◆ Exercise directions
When you reach the records below, output every one exactly as written but leave out any pictures.

◆ Records for the task
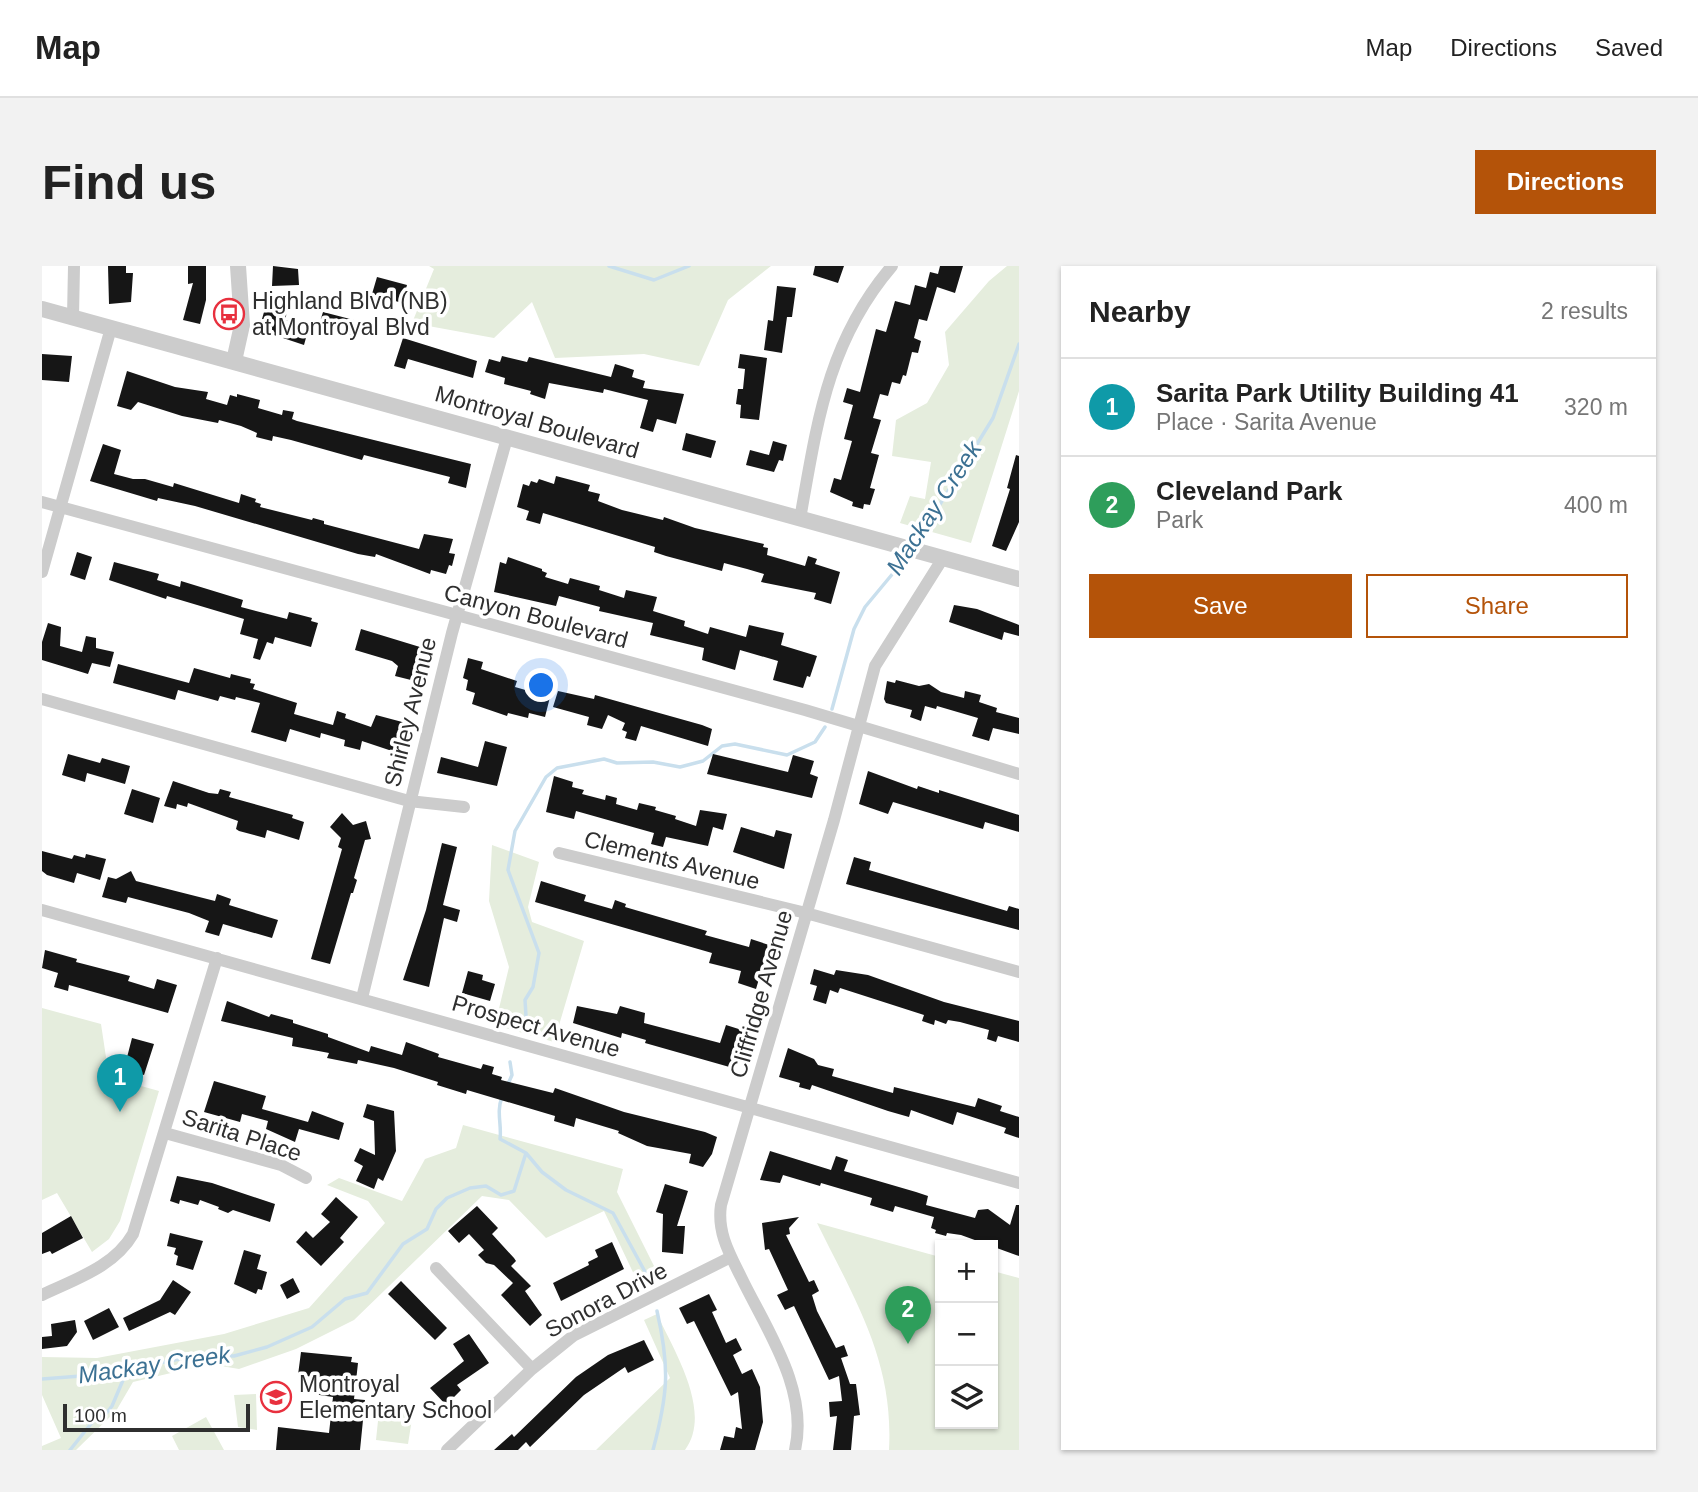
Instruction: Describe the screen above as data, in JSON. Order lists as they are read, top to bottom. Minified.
{"streets":{"street":["Montroyal Boulevard","Canyon Boulevard","Shirley Avenue","Clements Avenue","Cliffridge Avenue","Prospect Avenue","Sarita Place","Sonora Drive"]},"crossings":[["Montroyal Boulevard","Shirley Avenue"],["Montroyal Boulevard","Cliffridge Avenue"],["Canyon Boulevard","Shirley Avenue"],["Canyon Boulevard","Cliffridge Avenue"],["Shirley Avenue","Prospect Avenue"],["Clements Avenue","Cliffridge Avenue"],["Cliffridge Avenue","Prospect Avenue"],["Cliffridge Avenue","Sonora Drive"]],"water":["Mackay Creek"],"places":{"bus stop":["Highland Blvd (NB) at Montroyal Blvd"],"school or university":["Montroyal Elementary School"]},"scale_bar":"100 m","page":{"header":"Map","nav":["Map","Directions","Saved"],"buttons":["Directions",["Save","Share"]],"title":"Find us","heading":["Nearby","2 results"],"list":[{"mark":"1","name":"Sarita Park Utility Building 41","note":"Place · Sarita Avenue","value":"320 m"},{"mark":"2","name":"Cleveland Park","note":"Park","value":"400 m"}],"pins":["1","2"],"map_buttons":["+","−"],"scale":"100 m"}}
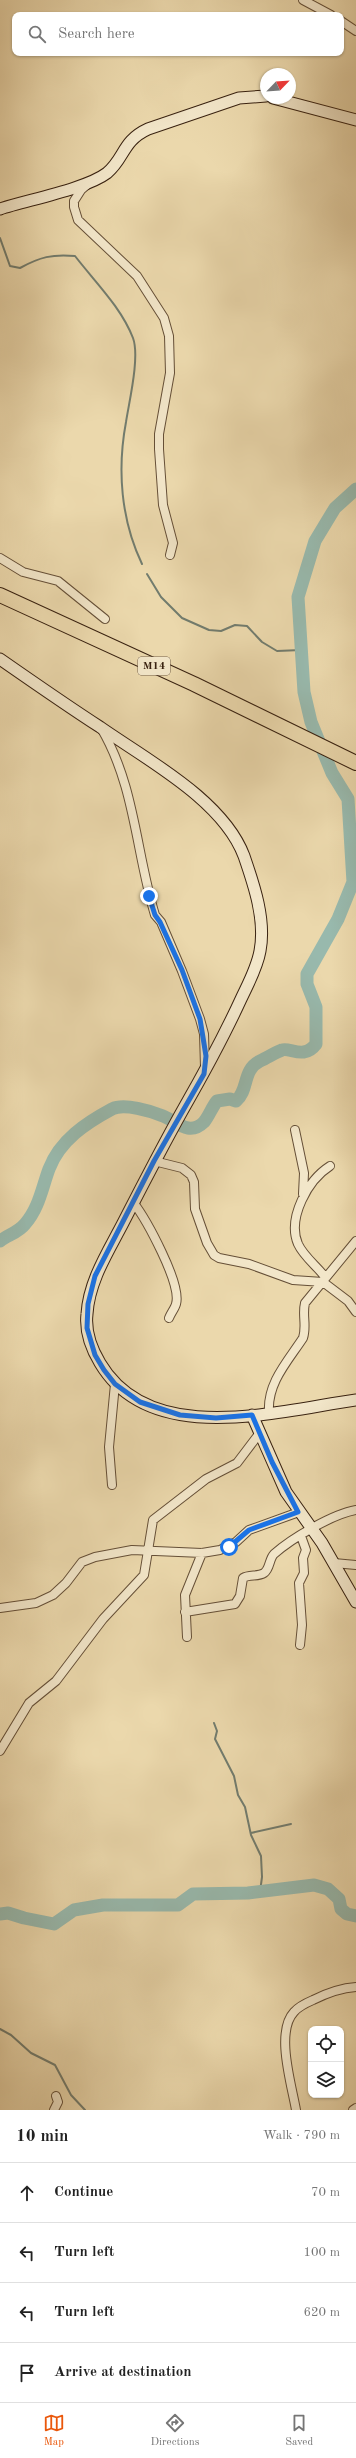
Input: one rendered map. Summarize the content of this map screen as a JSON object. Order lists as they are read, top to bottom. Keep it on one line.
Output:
{"streets":{"highway":["M14"]},"north":"top right","page":{"search":"Search here","heading":["10 min","Walk · 790 m"],"list":[["Continue","70 m"],["Turn left","100 m"],["Turn left","620 m"],"Arrive at destination"],"nav":["Map","Directions","Saved"]}}
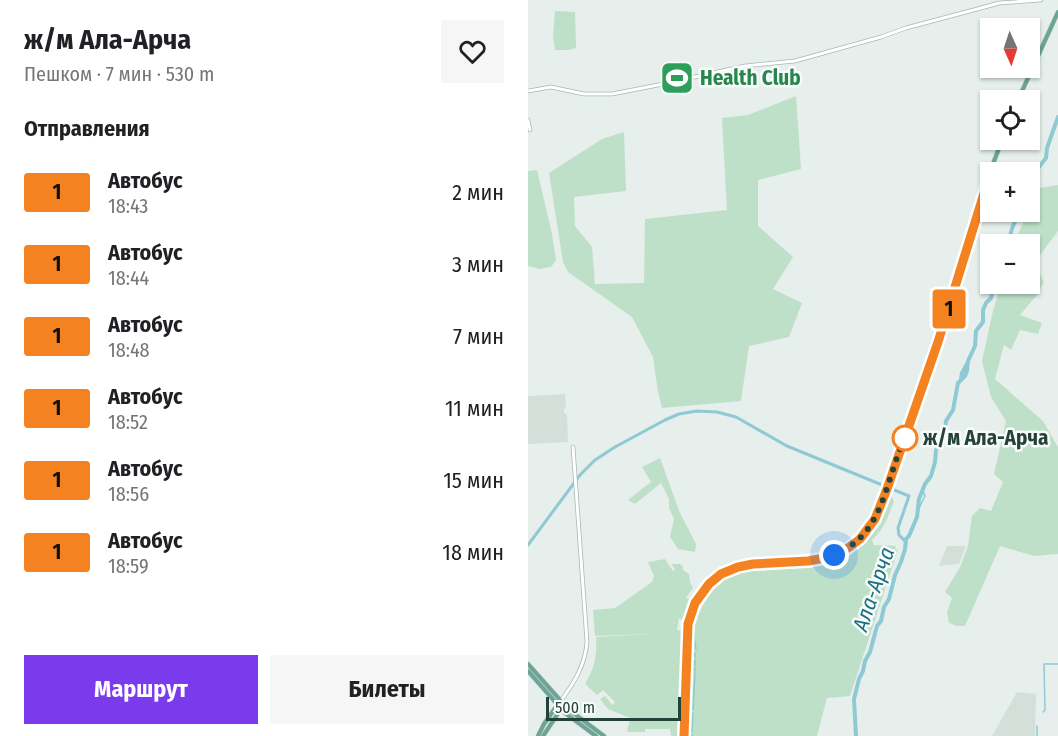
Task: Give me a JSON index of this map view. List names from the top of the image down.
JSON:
{
  "water": ["Ала-Арча"],
  "places": {
    "sports": ["Health Club"],
    "other": ["ж/м Ала-Арча"]
  },
  "lines": ["bus line 1"],
  "scale_bar": "500 m",
  "north": "bottom",
  "page": {
    "heading": [
      ["ж/м Ала-Арча", "Пешком · 7 мин · 530 m"],
      "Отправления"
    ],
    "on_map": "1",
    "map_buttons": ["+", "−"],
    "list": [
      {
        "mark": "1",
        "name": "Автобус",
        "note": "18:43",
        "value": "2 мин"
      },
      {
        "mark": "1",
        "name": "Автобус",
        "note": "18:44",
        "value": "3 мин"
      },
      {
        "mark": "1",
        "name": "Автобус",
        "note": "18:48",
        "value": "7 мин"
      },
      {
        "mark": "1",
        "name": "Автобус",
        "note": "18:52",
        "value": "11 мин"
      },
      {
        "mark": "1",
        "name": "Автобус",
        "note": "18:56",
        "value": "15 мин"
      },
      {
        "mark": "1",
        "name": "Автобус",
        "note": "18:59",
        "value": "18 мин"
      }
    ],
    "buttons": ["Маршрут", "Билеты"],
    "scale": "500 m"
  }
}
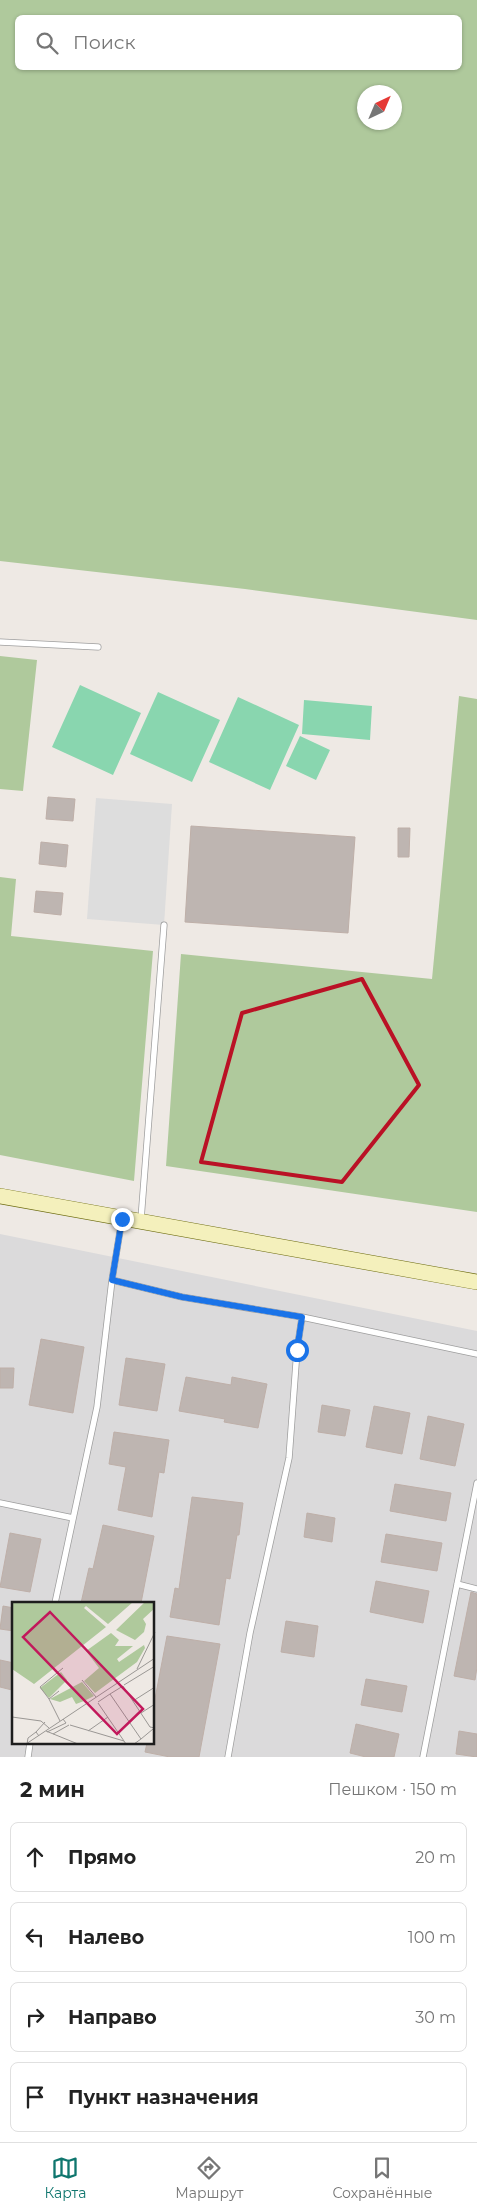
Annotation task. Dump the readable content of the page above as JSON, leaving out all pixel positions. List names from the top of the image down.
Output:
{
  "north": "top right",
  "page": {
    "search": "Поиск",
    "heading": ["2 мин", "Пешком · 150 m"],
    "list": [
      ["Прямо", "20 m"],
      ["Налево", "100 m"],
      ["Направо", "30 m"],
      "Пункт назначения"
    ],
    "nav": ["Карта", "Маршрут", "Сохранённые"]
  }
}
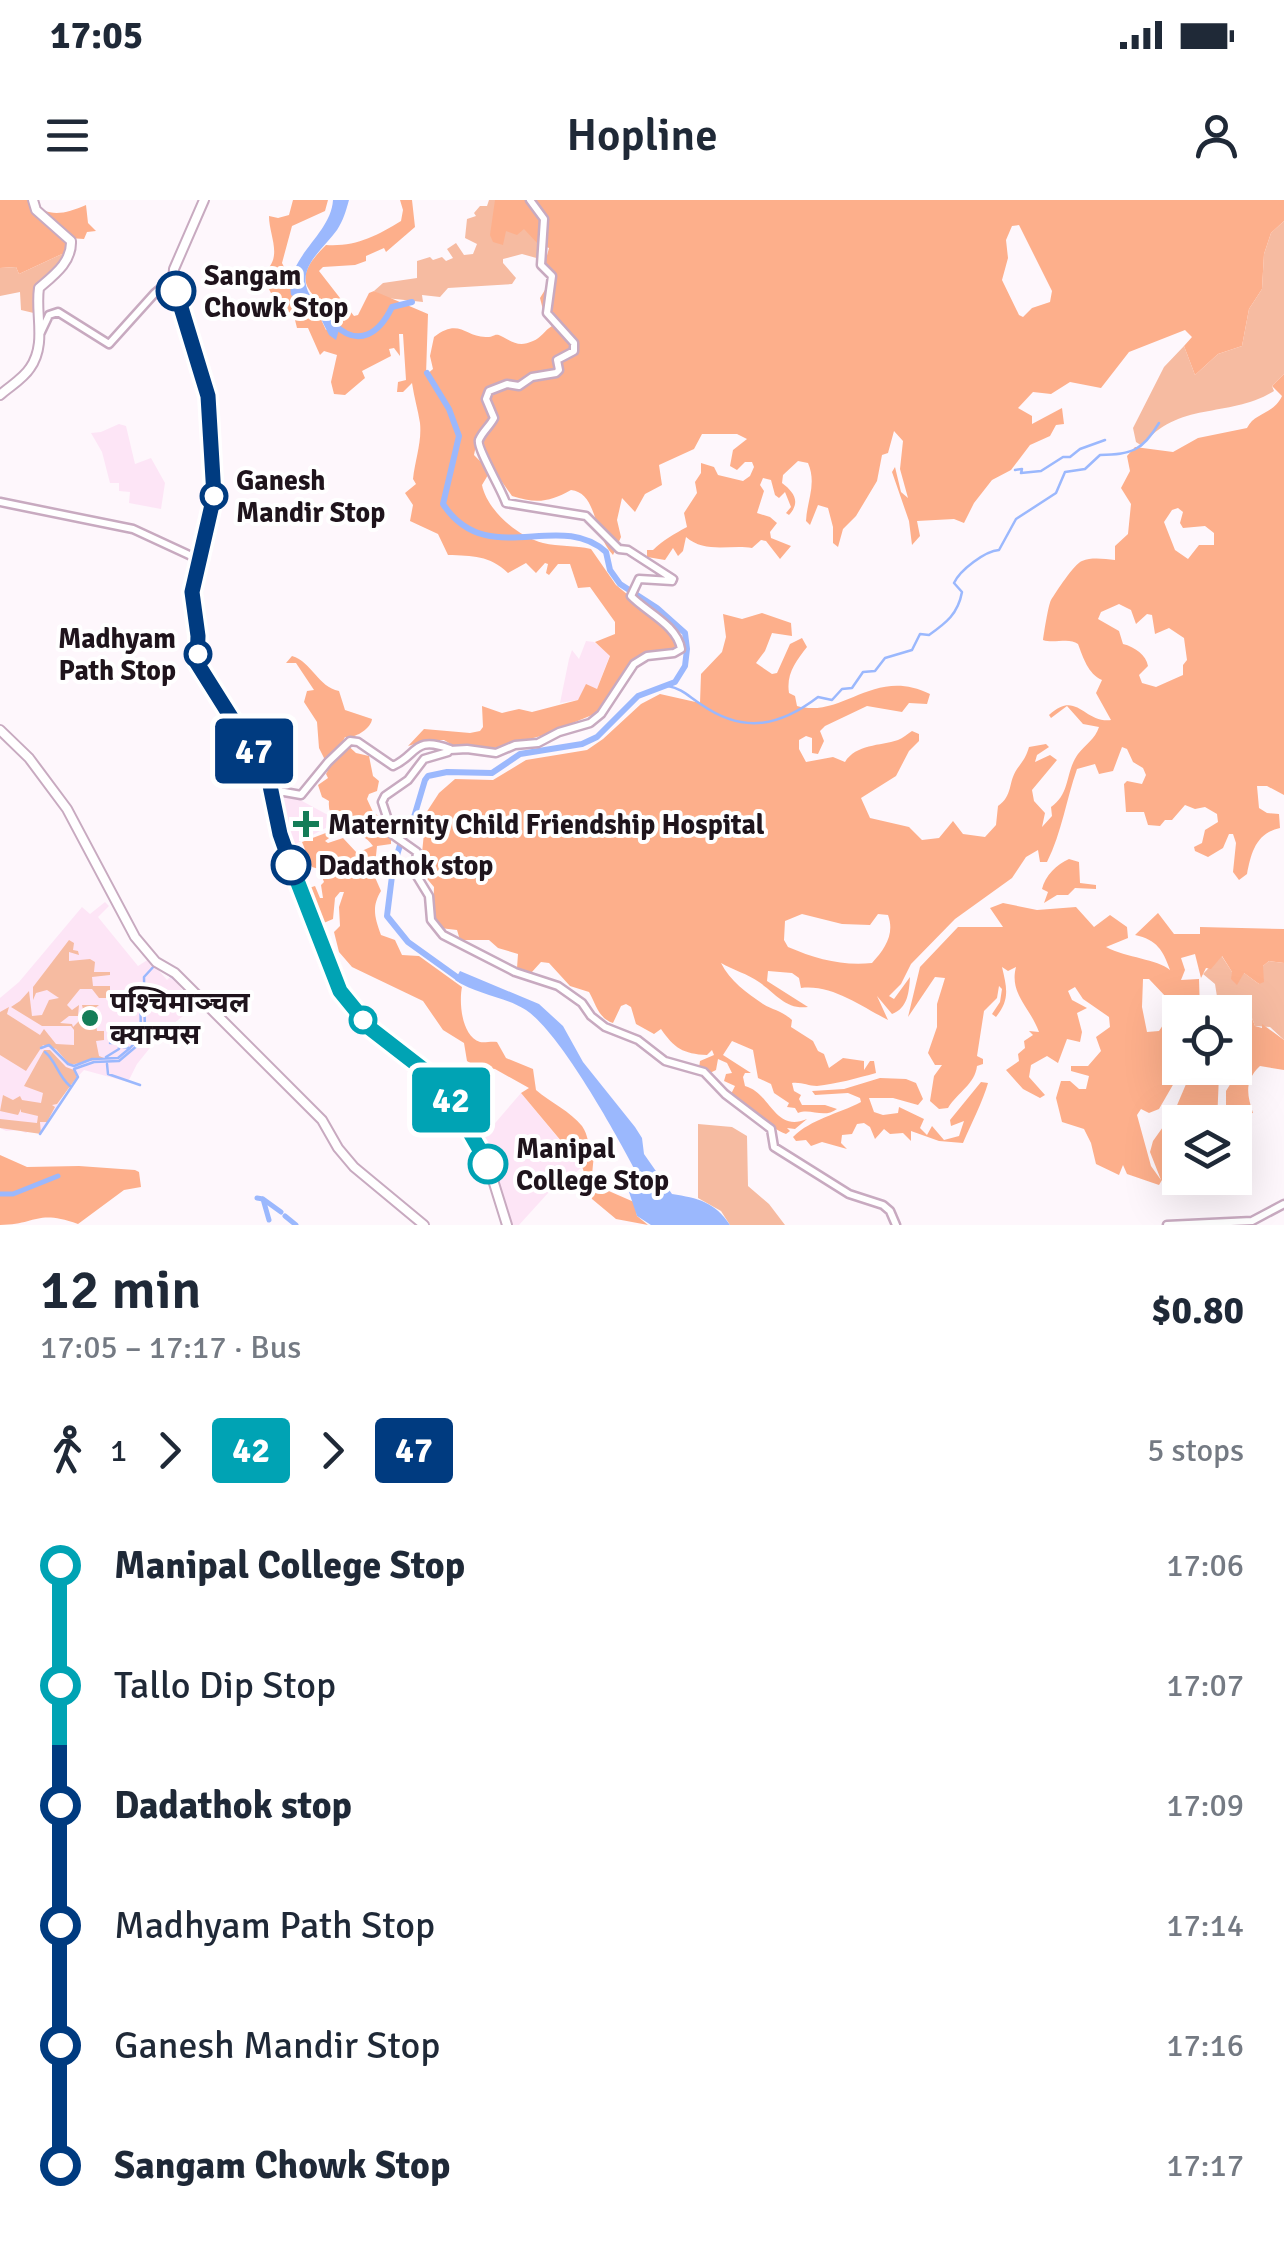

◆ Solution
Instruction: Describe the screen above as data, in JSON. Order lists as they are read, top to bottom. Minified.
{"streets":{"street":["Montroyal Boulevard","Canyon Boulevard","Shirley Avenue","Clements Avenue","Cliffridge Avenue","Prospect Avenue","Sarita Place","Sonora Drive"]},"crossings":[["Montroyal Boulevard","Shirley Avenue"],["Montroyal Boulevard","Cliffridge Avenue"],["Canyon Boulevard","Shirley Avenue"],["Canyon Boulevard","Cliffridge Avenue"],["Shirley Avenue","Prospect Avenue"],["Clements Avenue","Cliffridge Avenue"],["Cliffridge Avenue","Prospect Avenue"],["Cliffridge Avenue","Sonora Drive"]],"water":["Mackay Creek"],"places":{"bus stop":["Highland Blvd (NB) at Montroyal Blvd"],"school or university":["Montroyal Elementary School"]},"scale_bar":"100 m","page":{"header":"Map","nav":["Map","Directions","Saved"],"buttons":["Directions",["Save","Share"]],"title":"Find us","heading":["Nearby","2 results"],"list":[{"mark":"1","name":"Sarita Park Utility Building 41","note":"Place · Sarita Avenue","value":"320 m"},{"mark":"2","name":"Cleveland Park","note":"Park","value":"400 m"}],"pins":["1","2"],"map_buttons":["+","−"],"scale":"100 m"}}
Input: one rendered map. Summarize the content of this map screen as a JSON object. Order lists as they are read, top to bottom. Keep it on one line.
Output:
{"streets":{"highway":["M14"]},"north":"top right","page":{"search":"Search here","heading":["10 min","Walk · 790 m"],"list":[["Continue","70 m"],["Turn left","100 m"],["Turn left","620 m"],"Arrive at destination"],"nav":["Map","Directions","Saved"]}}
Task: Give me a JSON index of this map view. List names from the top of the image down.
JSON:
{
  "water": ["Ала-Арча"],
  "places": {
    "sports": ["Health Club"],
    "other": ["ж/м Ала-Арча"]
  },
  "lines": ["bus line 1"],
  "scale_bar": "500 m",
  "north": "bottom",
  "page": {
    "heading": [
      ["ж/м Ала-Арча", "Пешком · 7 мин · 530 m"],
      "Отправления"
    ],
    "on_map": "1",
    "map_buttons": ["+", "−"],
    "list": [
      {
        "mark": "1",
        "name": "Автобус",
        "note": "18:43",
        "value": "2 мин"
      },
      {
        "mark": "1",
        "name": "Автобус",
        "note": "18:44",
        "value": "3 мин"
      },
      {
        "mark": "1",
        "name": "Автобус",
        "note": "18:48",
        "value": "7 мин"
      },
      {
        "mark": "1",
        "name": "Автобус",
        "note": "18:52",
        "value": "11 мин"
      },
      {
        "mark": "1",
        "name": "Автобус",
        "note": "18:56",
        "value": "15 мин"
      },
      {
        "mark": "1",
        "name": "Автобус",
        "note": "18:59",
        "value": "18 мин"
      }
    ],
    "buttons": ["Маршрут", "Билеты"],
    "scale": "500 m"
  }
}
Annotation task. Dump the readable content of the page above as JSON, leaving out all pixel positions. List names from the top of the image down.
Output:
{
  "north": "top right",
  "page": {
    "search": "Поиск",
    "heading": ["2 мин", "Пешком · 150 m"],
    "list": [
      ["Прямо", "20 m"],
      ["Налево", "100 m"],
      ["Направо", "30 m"],
      "Пункт назначения"
    ],
    "nav": ["Карта", "Маршрут", "Сохранённые"]
  }
}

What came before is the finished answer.